Sixty-eight must be a pretty significant number to Archie Bell these days. Not only was 1968 the year that "Tighten Up" -- his million-selling single with Archie Bell and the Drells -- was released, but the man himself turns 68 years old tomorrow.
A seminal piece of endlessly danceable proto-funk, "Tighten Up" hit No. 1 on both the pop and R&B charts in '68 after it was picked up for release by Atlantic Records. Archie's unforgettable intro to the dance number includes one of the most prominent and memorable shout-outs to the city in music history.

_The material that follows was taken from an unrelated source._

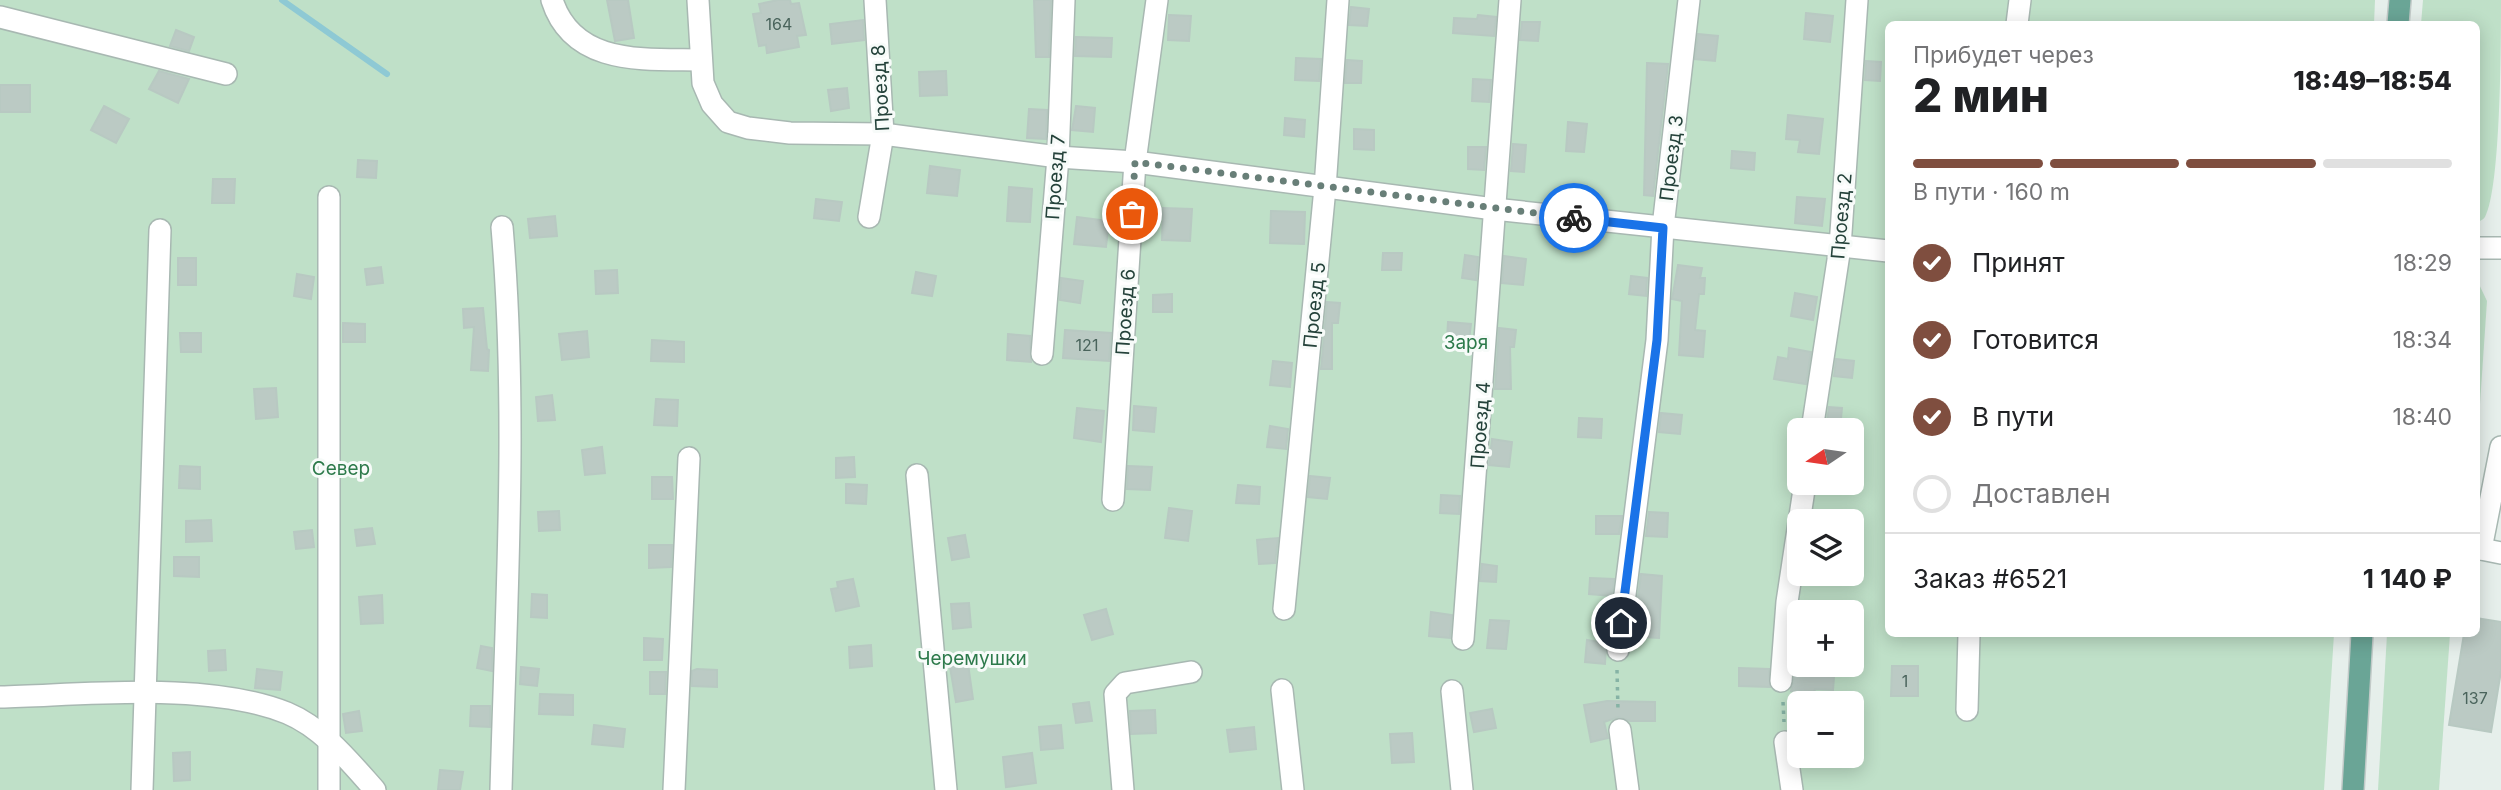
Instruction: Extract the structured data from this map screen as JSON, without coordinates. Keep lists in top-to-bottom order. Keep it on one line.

A native of Henderson, Texas, who later moved to Houston and competed in local talent shows while attending Wheatley High School, Bell was inspired to proudly declare the hipness of his home base after hearing a radio DJ proclaim that nothing good ever came out of Texas in the wake of the JFK assassination. The Drells were backed by the TSU Toronadoes on the track--legends in their own right.
Strangely enough, Bell didn't get to experience the phenomenal chart success of "Tighten Up" first-hand. While the song was enjoying its run on top, Archie was living in an overseas barracks and peeling potatoes.
He'd been drafted into the Army shortly before the song was recorded. His forced absence from the touring circuit created a bizarre situation that saw phony versions of "Archie Bell and the Drells" crop up around the country to play gigs, including at least one group of all-white fakers.
During Bell's deployment, his military leaves were spent cobbling together material for a proper album release to capitalize on the single's popularity. The Tighten Up LP went on to hit No. 15 on the Billboard R&B album chart.
Contrary to urban legend, Bell didn't die in Vietnam, nor was he wounded there. In fact, he never saw any combat, but he did injure his leg in a truck accident while stationed in Germany. An even more easily debunked bit of false history often ascribed to Bell is that he and the Drells were one-hit wonders.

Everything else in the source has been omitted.